YOUR OBJECTIVE: Of all the lines below, return only those starting with the line holding "Instruction: Extract the" and going on through the line holding "Serialize what can be read in the map", exactly as written.

= = = =

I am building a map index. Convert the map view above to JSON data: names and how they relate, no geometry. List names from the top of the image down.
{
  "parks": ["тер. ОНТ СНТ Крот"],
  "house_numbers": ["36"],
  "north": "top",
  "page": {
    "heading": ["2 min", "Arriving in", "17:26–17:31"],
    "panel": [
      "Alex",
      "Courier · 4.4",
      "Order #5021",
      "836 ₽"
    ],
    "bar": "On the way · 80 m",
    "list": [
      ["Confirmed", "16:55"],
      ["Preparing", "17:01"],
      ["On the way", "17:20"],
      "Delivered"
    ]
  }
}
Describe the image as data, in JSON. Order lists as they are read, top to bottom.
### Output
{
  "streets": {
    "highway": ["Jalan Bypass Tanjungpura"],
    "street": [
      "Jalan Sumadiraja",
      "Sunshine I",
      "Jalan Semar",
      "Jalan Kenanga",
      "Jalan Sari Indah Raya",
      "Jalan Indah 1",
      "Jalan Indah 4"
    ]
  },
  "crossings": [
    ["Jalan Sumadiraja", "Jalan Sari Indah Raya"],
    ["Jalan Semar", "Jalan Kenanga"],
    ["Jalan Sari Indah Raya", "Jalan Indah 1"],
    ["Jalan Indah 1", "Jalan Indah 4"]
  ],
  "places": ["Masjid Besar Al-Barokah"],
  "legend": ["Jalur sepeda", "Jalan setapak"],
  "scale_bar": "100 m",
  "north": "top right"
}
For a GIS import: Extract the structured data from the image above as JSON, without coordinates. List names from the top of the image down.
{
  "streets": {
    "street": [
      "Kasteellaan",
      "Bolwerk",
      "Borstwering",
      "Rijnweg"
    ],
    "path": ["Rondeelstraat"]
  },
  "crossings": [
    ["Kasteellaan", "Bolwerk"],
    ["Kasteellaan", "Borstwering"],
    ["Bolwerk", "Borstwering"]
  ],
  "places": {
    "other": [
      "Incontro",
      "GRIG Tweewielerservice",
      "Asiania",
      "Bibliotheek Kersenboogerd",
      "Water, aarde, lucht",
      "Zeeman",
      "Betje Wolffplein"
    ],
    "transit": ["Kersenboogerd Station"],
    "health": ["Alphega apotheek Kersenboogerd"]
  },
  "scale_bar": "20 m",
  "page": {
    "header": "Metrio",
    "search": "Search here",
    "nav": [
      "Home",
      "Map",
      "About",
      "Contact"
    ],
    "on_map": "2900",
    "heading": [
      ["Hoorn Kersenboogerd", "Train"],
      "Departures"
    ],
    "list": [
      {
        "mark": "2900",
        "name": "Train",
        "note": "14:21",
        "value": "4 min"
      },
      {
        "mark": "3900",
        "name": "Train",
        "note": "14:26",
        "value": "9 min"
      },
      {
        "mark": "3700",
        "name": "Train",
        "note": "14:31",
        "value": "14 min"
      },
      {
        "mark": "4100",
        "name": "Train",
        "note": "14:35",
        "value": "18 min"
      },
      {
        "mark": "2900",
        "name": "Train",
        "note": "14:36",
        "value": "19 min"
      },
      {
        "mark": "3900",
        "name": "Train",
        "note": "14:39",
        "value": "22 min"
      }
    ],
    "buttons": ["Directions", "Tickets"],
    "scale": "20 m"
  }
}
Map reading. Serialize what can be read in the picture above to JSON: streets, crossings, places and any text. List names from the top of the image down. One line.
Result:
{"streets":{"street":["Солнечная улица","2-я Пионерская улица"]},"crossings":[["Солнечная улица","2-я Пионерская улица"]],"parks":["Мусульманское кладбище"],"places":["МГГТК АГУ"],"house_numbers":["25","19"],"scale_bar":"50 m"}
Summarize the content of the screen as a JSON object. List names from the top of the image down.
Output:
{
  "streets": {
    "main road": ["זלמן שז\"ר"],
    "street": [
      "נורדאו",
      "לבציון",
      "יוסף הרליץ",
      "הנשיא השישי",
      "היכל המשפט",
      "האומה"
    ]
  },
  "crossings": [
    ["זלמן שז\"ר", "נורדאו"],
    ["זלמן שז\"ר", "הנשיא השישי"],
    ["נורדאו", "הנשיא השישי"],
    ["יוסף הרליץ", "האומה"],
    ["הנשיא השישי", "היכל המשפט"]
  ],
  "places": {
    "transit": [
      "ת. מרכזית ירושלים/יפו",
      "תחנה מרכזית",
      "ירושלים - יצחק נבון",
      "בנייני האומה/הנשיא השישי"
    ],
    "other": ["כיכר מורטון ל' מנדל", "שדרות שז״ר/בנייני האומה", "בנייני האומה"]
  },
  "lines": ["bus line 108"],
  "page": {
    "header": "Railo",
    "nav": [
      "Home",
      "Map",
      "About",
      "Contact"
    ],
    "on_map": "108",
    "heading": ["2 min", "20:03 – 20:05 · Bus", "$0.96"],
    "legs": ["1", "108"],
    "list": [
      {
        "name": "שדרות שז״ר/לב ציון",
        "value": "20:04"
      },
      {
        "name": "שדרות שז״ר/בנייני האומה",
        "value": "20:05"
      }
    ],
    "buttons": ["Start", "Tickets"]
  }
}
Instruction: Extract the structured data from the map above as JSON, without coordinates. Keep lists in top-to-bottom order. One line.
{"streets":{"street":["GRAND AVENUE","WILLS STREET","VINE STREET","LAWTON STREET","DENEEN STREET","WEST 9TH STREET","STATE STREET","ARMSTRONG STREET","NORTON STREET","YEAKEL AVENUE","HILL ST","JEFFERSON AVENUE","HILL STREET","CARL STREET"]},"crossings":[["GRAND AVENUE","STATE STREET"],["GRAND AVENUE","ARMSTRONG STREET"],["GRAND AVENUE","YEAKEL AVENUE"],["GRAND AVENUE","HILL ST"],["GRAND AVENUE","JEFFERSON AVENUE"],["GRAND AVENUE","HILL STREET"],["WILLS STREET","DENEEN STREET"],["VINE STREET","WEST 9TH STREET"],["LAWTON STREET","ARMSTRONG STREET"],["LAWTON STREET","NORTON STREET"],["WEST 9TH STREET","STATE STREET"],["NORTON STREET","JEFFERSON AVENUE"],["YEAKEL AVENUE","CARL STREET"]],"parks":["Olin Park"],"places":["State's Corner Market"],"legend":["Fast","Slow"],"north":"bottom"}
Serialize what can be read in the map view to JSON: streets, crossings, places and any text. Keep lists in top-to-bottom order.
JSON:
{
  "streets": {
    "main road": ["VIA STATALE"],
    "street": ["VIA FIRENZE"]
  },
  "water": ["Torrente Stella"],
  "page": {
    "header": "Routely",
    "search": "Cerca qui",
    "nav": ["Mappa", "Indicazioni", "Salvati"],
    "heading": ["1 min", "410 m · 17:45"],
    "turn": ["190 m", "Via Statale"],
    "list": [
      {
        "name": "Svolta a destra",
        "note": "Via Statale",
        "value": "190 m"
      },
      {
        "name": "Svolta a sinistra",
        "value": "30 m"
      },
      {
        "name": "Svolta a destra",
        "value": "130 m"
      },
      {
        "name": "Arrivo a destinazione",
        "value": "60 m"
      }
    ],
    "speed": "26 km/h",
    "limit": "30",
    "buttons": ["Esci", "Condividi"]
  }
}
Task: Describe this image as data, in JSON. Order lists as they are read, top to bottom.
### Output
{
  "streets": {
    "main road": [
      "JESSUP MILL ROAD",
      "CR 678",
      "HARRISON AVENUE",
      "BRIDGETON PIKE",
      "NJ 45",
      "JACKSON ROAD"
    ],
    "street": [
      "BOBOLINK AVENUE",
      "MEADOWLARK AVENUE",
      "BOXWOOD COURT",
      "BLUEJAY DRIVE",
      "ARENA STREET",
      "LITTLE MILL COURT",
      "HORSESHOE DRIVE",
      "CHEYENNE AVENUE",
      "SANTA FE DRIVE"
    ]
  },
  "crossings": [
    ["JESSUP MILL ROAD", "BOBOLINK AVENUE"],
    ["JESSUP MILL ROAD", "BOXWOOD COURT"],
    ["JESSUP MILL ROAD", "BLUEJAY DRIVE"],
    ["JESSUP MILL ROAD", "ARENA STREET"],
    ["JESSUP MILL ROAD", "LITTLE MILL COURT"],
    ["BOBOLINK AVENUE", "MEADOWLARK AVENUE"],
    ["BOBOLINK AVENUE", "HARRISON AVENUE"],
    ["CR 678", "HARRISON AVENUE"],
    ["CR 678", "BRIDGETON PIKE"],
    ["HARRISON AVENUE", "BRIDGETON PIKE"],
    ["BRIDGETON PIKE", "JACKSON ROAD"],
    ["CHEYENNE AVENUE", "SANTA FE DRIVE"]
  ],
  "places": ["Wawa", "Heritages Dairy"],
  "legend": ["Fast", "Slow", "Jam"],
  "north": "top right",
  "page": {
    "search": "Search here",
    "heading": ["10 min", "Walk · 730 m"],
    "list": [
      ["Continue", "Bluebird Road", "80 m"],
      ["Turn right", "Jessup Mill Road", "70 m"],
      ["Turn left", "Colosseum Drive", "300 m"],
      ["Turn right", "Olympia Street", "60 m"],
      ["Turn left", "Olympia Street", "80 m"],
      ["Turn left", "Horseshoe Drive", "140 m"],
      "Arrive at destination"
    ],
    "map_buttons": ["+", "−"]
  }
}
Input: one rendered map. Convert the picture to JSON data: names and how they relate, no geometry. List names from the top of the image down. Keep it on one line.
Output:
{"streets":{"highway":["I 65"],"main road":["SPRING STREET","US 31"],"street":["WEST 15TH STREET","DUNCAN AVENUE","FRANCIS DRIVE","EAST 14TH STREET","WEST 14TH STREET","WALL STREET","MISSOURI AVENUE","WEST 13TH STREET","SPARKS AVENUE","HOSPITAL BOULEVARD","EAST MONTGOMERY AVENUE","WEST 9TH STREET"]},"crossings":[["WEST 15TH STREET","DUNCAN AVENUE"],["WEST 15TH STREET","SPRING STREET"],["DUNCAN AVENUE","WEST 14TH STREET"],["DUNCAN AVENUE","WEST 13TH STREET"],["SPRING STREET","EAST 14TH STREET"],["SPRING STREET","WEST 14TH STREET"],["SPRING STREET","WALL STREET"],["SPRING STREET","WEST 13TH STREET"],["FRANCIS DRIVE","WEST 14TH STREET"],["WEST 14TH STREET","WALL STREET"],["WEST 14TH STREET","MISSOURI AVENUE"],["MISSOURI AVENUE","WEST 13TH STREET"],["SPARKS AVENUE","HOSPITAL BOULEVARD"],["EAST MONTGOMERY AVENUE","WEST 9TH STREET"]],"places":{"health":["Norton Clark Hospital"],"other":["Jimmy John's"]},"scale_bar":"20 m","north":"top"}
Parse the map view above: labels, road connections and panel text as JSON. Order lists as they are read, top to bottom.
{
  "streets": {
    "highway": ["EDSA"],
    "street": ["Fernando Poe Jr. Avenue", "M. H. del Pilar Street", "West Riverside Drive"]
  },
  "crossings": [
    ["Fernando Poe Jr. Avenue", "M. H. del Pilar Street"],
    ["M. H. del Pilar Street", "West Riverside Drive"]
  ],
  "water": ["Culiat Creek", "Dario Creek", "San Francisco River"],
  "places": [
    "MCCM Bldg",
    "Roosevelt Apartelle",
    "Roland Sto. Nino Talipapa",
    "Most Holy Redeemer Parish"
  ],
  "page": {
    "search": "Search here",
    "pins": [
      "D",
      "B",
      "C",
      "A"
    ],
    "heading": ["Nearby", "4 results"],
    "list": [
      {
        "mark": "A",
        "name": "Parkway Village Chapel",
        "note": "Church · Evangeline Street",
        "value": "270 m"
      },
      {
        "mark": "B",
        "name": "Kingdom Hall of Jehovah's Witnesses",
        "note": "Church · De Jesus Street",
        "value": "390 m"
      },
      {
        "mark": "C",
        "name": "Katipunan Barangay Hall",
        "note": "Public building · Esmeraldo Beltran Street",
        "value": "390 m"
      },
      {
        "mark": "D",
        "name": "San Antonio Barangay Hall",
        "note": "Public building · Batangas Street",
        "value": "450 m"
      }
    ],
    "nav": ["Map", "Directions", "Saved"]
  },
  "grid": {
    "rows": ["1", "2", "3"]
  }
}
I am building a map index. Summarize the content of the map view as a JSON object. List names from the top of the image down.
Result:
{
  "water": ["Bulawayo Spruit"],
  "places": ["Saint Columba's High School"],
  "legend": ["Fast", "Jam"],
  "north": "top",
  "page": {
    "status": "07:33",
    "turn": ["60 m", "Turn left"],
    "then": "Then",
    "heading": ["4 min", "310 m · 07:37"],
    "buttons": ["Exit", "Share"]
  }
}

= = = =

YOUR SOLUTION:
Instruction: Extract the structured data from the map above as JSON, without coordinates. Keep lists in top-to-bottom order. One line.
{"streets":{"street":["GRAND AVENUE","WILLS STREET","VINE STREET","LAWTON STREET","DENEEN STREET","WEST 9TH STREET","STATE STREET","ARMSTRONG STREET","NORTON STREET","YEAKEL AVENUE","HILL ST","JEFFERSON AVENUE","HILL STREET","CARL STREET"]},"crossings":[["GRAND AVENUE","STATE STREET"],["GRAND AVENUE","ARMSTRONG STREET"],["GRAND AVENUE","YEAKEL AVENUE"],["GRAND AVENUE","HILL ST"],["GRAND AVENUE","JEFFERSON AVENUE"],["GRAND AVENUE","HILL STREET"],["WILLS STREET","DENEEN STREET"],["VINE STREET","WEST 9TH STREET"],["LAWTON STREET","ARMSTRONG STREET"],["LAWTON STREET","NORTON STREET"],["WEST 9TH STREET","STATE STREET"],["NORTON STREET","JEFFERSON AVENUE"],["YEAKEL AVENUE","CARL STREET"]],"parks":["Olin Park"],"places":["State's Corner Market"],"legend":["Fast","Slow"],"north":"bottom"}
Serialize what can be read in the map view to JSON: streets, crossings, places and any text. Keep lists in top-to-bottom order.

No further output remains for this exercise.